— Exercise —
In the listing below, locate the line that contains "context.lineWidth = 6;" and the line that contains "context.textAlign = isNaN(turn)". Restate word for word those two lines and every line between them, and nothing else.

— Provided information —

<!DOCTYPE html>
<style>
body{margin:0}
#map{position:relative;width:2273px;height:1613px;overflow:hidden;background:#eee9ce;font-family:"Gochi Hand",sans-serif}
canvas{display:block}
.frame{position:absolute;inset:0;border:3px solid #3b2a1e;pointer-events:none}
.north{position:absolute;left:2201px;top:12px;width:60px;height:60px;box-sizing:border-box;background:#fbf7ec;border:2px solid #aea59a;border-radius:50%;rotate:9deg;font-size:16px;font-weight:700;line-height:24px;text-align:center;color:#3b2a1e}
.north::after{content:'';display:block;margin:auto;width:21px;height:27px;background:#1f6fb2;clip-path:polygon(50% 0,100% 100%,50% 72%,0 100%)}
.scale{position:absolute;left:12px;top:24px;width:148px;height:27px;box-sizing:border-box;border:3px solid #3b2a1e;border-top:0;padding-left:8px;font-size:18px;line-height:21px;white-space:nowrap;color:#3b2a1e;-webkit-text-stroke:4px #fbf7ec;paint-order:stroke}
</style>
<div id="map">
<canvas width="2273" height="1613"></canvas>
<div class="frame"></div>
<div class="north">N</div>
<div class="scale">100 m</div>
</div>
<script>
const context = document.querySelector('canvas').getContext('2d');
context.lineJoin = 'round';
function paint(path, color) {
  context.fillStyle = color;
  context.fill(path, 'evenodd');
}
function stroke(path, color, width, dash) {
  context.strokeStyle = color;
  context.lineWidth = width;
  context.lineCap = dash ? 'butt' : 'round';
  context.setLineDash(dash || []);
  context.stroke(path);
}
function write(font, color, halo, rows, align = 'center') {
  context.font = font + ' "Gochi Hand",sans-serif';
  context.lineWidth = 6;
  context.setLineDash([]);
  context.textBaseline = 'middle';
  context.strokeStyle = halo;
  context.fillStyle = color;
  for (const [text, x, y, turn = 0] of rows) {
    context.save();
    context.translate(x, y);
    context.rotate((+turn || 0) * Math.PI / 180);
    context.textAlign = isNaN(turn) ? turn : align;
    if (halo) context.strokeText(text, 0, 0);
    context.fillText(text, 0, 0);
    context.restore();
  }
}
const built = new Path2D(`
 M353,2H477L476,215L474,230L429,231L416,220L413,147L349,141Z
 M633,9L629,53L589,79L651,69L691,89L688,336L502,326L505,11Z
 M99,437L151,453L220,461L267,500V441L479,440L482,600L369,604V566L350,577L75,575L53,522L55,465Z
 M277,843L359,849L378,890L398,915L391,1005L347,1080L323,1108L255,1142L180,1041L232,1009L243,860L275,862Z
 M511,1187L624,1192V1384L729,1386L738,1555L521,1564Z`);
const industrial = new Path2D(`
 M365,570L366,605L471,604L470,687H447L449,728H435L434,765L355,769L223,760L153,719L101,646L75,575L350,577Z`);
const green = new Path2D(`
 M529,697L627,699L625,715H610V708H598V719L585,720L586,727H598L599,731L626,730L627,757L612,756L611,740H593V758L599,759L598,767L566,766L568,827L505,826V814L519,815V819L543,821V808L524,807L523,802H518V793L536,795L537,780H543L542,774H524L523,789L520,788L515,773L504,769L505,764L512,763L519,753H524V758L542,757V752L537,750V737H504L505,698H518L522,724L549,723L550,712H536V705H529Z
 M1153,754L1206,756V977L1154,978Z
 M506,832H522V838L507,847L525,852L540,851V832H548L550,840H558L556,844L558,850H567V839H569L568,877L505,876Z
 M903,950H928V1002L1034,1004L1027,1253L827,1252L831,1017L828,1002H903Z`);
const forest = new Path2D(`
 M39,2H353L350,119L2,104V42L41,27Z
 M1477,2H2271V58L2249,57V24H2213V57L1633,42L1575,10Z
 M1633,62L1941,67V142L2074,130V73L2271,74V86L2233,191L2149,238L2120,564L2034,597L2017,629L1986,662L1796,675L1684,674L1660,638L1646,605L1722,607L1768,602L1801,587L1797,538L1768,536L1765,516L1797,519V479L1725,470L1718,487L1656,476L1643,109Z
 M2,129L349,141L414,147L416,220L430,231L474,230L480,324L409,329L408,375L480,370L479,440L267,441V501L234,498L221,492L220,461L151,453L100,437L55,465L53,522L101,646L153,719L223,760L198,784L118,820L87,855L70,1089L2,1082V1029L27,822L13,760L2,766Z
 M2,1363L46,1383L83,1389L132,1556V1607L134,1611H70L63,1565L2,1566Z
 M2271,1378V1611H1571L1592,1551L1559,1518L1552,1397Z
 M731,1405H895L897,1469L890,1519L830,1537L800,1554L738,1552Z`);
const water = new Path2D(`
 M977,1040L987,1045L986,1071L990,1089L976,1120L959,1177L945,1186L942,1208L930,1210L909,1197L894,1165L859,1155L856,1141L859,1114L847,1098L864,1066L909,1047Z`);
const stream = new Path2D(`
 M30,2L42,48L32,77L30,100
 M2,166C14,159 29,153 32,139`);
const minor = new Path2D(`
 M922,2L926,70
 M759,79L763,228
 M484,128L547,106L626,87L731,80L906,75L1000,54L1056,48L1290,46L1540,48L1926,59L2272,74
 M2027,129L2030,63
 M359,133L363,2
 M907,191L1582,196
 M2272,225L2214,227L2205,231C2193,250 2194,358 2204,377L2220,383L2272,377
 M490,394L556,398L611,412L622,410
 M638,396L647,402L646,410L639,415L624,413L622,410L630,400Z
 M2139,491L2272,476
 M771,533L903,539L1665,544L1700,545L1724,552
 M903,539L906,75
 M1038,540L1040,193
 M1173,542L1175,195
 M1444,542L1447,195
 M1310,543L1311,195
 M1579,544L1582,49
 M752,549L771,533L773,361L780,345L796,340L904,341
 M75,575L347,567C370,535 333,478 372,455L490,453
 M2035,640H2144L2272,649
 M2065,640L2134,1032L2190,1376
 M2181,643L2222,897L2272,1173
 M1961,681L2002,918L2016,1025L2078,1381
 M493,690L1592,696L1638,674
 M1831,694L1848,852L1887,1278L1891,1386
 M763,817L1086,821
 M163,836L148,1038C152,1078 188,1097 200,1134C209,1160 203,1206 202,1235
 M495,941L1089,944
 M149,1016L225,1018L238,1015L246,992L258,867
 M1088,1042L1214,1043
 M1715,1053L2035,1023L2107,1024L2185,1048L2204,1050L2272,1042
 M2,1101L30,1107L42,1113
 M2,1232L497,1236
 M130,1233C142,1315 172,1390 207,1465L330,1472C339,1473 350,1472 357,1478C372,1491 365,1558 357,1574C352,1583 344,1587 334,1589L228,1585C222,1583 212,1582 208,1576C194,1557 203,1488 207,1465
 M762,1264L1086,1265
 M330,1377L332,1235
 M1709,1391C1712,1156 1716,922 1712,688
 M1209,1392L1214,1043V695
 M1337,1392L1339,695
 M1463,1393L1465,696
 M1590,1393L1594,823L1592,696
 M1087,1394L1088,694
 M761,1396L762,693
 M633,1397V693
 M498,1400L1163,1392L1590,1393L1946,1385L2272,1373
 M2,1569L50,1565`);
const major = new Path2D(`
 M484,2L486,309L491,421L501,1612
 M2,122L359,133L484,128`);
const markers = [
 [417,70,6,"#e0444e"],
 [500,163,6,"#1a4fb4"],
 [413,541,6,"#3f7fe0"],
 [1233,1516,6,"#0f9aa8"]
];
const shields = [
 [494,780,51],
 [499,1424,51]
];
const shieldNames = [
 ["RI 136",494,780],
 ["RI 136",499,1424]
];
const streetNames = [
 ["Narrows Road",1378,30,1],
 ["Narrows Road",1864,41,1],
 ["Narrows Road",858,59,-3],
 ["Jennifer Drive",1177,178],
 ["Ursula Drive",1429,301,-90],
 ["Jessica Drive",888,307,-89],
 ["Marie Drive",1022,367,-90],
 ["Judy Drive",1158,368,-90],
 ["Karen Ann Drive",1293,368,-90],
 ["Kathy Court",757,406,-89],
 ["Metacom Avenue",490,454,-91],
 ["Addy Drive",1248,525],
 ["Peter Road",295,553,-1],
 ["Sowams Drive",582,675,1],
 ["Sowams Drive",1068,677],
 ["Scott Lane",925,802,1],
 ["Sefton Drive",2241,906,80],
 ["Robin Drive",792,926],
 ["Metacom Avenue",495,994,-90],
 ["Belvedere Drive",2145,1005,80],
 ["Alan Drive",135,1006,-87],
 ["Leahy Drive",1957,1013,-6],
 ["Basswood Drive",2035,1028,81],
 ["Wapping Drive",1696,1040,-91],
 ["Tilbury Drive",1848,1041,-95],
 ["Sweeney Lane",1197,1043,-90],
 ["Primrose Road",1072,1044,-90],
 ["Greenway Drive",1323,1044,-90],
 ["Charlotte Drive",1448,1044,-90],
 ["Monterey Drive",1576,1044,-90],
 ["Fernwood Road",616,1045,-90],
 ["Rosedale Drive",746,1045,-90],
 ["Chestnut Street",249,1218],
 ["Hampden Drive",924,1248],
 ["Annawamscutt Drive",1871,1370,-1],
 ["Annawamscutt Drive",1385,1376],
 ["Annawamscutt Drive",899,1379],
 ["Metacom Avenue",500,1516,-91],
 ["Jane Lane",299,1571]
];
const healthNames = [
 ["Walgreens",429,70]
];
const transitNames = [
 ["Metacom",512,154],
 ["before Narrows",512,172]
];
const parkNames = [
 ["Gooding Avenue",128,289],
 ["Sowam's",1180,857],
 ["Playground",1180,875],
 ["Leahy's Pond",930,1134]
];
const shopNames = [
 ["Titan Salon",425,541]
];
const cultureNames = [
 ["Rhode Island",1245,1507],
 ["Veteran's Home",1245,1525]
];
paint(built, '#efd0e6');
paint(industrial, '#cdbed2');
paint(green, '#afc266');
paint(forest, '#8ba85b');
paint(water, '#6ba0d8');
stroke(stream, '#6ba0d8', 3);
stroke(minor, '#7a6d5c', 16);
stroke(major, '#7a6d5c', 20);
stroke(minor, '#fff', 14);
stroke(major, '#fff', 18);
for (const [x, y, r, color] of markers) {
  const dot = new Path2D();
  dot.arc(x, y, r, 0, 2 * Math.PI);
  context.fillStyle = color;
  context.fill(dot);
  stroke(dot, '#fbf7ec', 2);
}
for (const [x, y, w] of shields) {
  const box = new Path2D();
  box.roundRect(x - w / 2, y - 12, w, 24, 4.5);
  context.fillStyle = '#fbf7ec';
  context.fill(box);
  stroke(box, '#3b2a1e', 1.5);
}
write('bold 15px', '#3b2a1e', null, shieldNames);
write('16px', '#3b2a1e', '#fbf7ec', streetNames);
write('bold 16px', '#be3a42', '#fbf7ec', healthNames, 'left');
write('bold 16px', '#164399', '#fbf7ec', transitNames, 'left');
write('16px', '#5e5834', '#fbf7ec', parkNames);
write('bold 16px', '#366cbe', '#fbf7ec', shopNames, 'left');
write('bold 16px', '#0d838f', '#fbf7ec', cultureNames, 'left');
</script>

— Result —
  context.lineWidth = 6;
  context.setLineDash([]);
  context.textBaseline = 'middle';
  context.strokeStyle = halo;
  context.fillStyle = color;
  for (const [text, x, y, turn = 0] of rows) {
    context.save();
    context.translate(x, y);
    context.rotate((+turn || 0) * Math.PI / 180);
    context.textAlign = isNaN(turn) ? turn : align;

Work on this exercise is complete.